And what of the children - today's children?  

It is a fact, however, that the majority of today's youth is moving (or being led) farther and farther away from nature, from a healthy life in a healthy world.   Here, too, I need not go into detail;  just pick up today's newspaper and read all about it:  drug abuse, alcoholism, teenage prostitution, violent videos, etc.

I cannot believe that the kids voluntarily choose these evils, that they would not rather involve themselves in healthier, more meaningful activities - were they given the opportunity of doing so.  

I know they should "go for it" - because I have seen those who have been given the chance to take to finer pursuits with all the energy and enthusiasm a child is capable of.   And I know you, the reader, have seen it, too.

You are asking yourself what all this amateur philosophy can be leading up to.   It is this:  We can have wild nature, and we can have good children.   The wild animals and wild places we still have can instil in our children knowledge of and a love for a world where there is no evil.  

I know - beyond any doubt - that the children, in appreciation, will strive to protect that which has given them so much.   Nothing but good can come from such a mutually beneficial relationship.   But the children must be given the chance.

I do not believe that a hunter is an anachronism.   I think that hunting and fishing provide the two ways in which man comes closest to knowing and understanding nature.   I do not know of any true, ethical hunter who is not a conservationist.  

I know of some non-hunters who are true conservationists;  yet, they do not condemn hunting.  

I also know of some so-called conservationists who cannot conceive that anyone who can hunt for and kill a wild animal can be a conservationist.  

I have but little time for this third group, with their largely misdirected conservation efforts.  

So, to sum up, I believe that nature can be of immense benefit to our children, giving them a healthy life and a healthy outlook on life, a true sense of value for something that is of inestimable value, and the opportunity to choose between what is good and what is not good.  

In return, these children (tomorrow's adults) will protect and conserve nature.

I will be exaggerating if I say that these courses will be offering the youth of the Hunting community around the world a unique opportunity in outdoor learning and adventure.  

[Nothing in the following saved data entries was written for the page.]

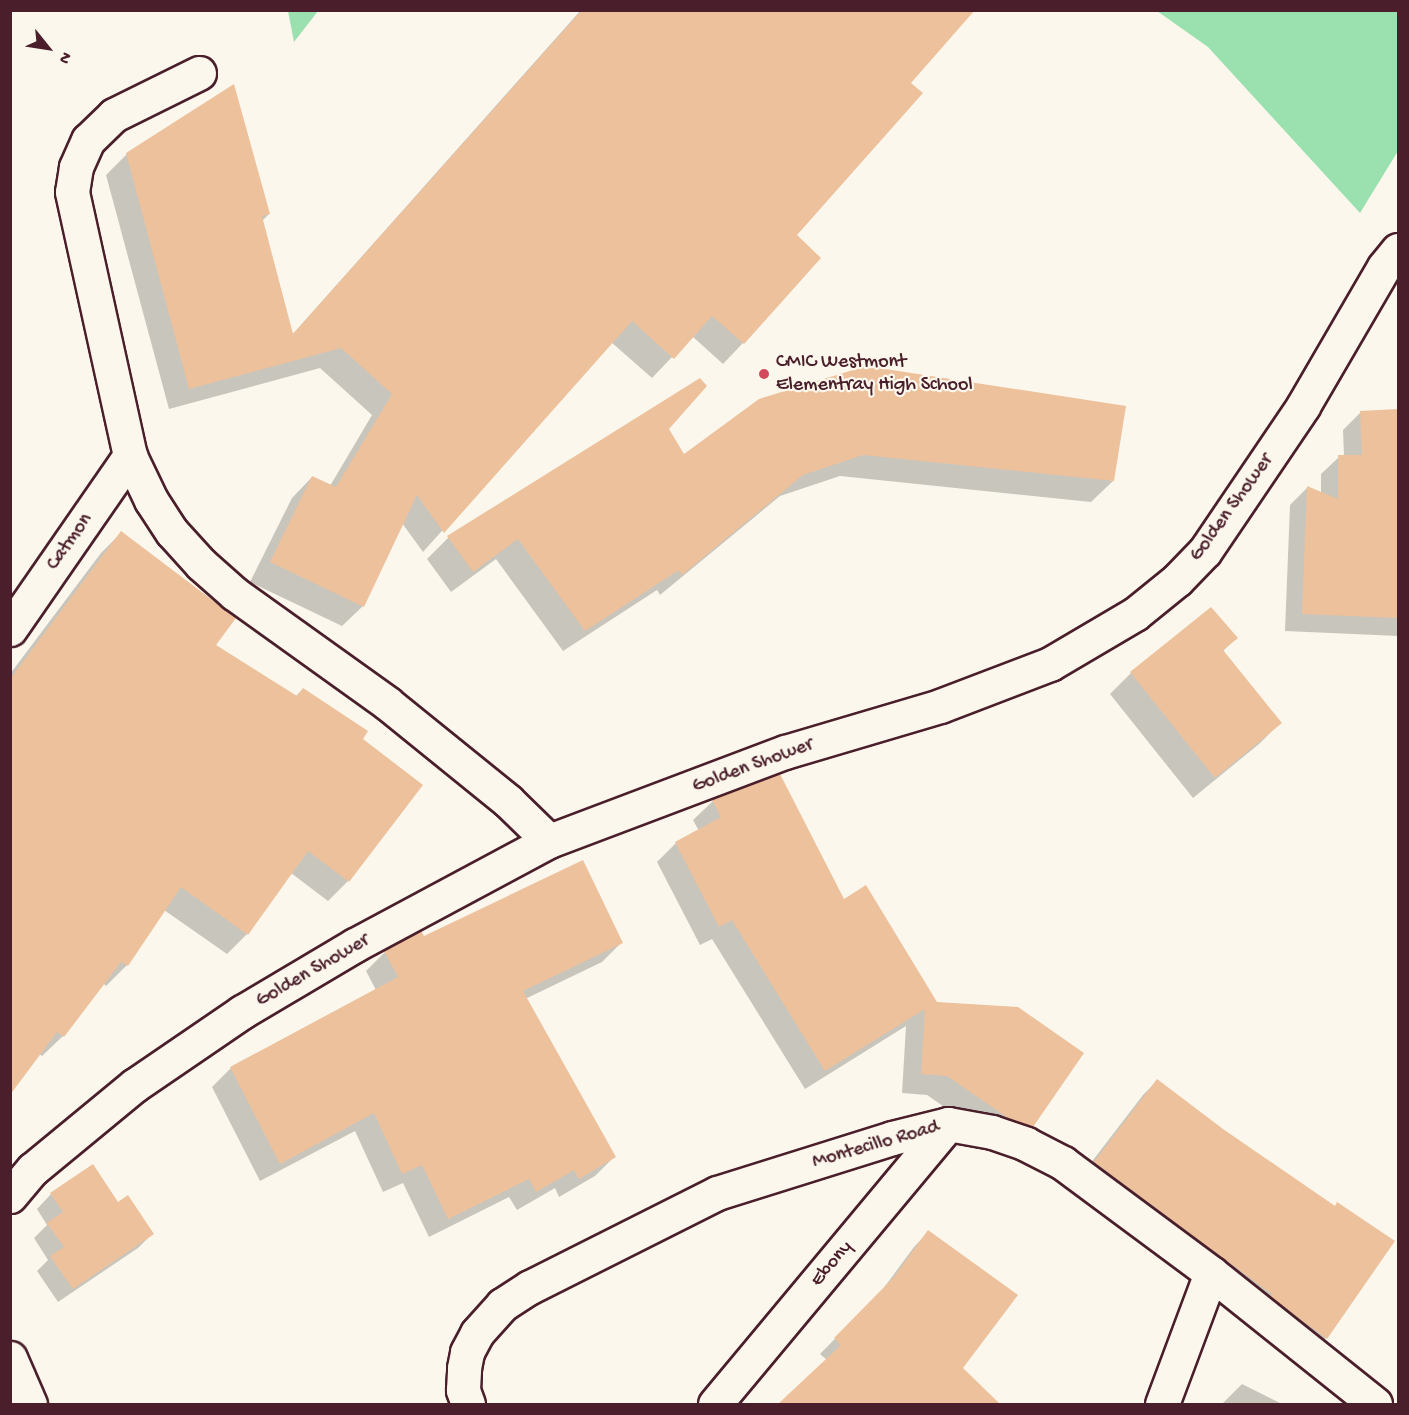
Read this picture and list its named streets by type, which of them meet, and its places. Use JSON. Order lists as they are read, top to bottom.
{
  "streets": {
    "street": [
      "Golden Shower",
      "Catmon",
      "Montecillo Road",
      "Ebony"
    ]
  },
  "crossings": [
    ["Montecillo Road", "Ebony"]
  ],
  "places": ["CMIC Westmont Elementray High School"],
  "north": "bottom right"
}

I don't think, Not from natural history books in the classroom, not from wildlife shows on TV, not from the inside of a car in the game reserve - but absolutely first-hand.  

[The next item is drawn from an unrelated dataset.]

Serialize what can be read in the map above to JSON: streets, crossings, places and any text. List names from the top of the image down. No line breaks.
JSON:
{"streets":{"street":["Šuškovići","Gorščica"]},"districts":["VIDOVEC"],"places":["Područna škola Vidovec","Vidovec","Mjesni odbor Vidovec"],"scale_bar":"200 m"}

They will be right there in the action - participating.   And while they are participating, they will be seeing and learning things - good things - that they will never forget.

They will take much away with them, but each will also be leaving a little behind.  

When you have lain in the shade and watched the eagle circling high above in the clear sky;  when you have seen the Springbuck "pronking" against a backdrop of blue mountains;  when you have sat at the campfire at night and listened to the jackals singing to each other across the valley;  when you have fallen asleep under big, bright stars - a part of you will stay.  

No matter where you go or what you do, you will have only to close your eyes for a second - and you will be back. 

To the fathers and mothers who read this, I ask you to give it some serious and deep thought.   It could just possibly be the best thing you ever do for conservation, your child - and yourself.  

And to the boys who read this - the best of luck in your campaigning.   We would like to have you with us.

I would like to take this opportunity to introduce in bullet form what the course comprises of and offer this to the Hunting community as a world first in the training and education of the younger generation that are fast becoming less interested in Hunting and conservation due to the pressure being exuded by the anti hunting lobbyists.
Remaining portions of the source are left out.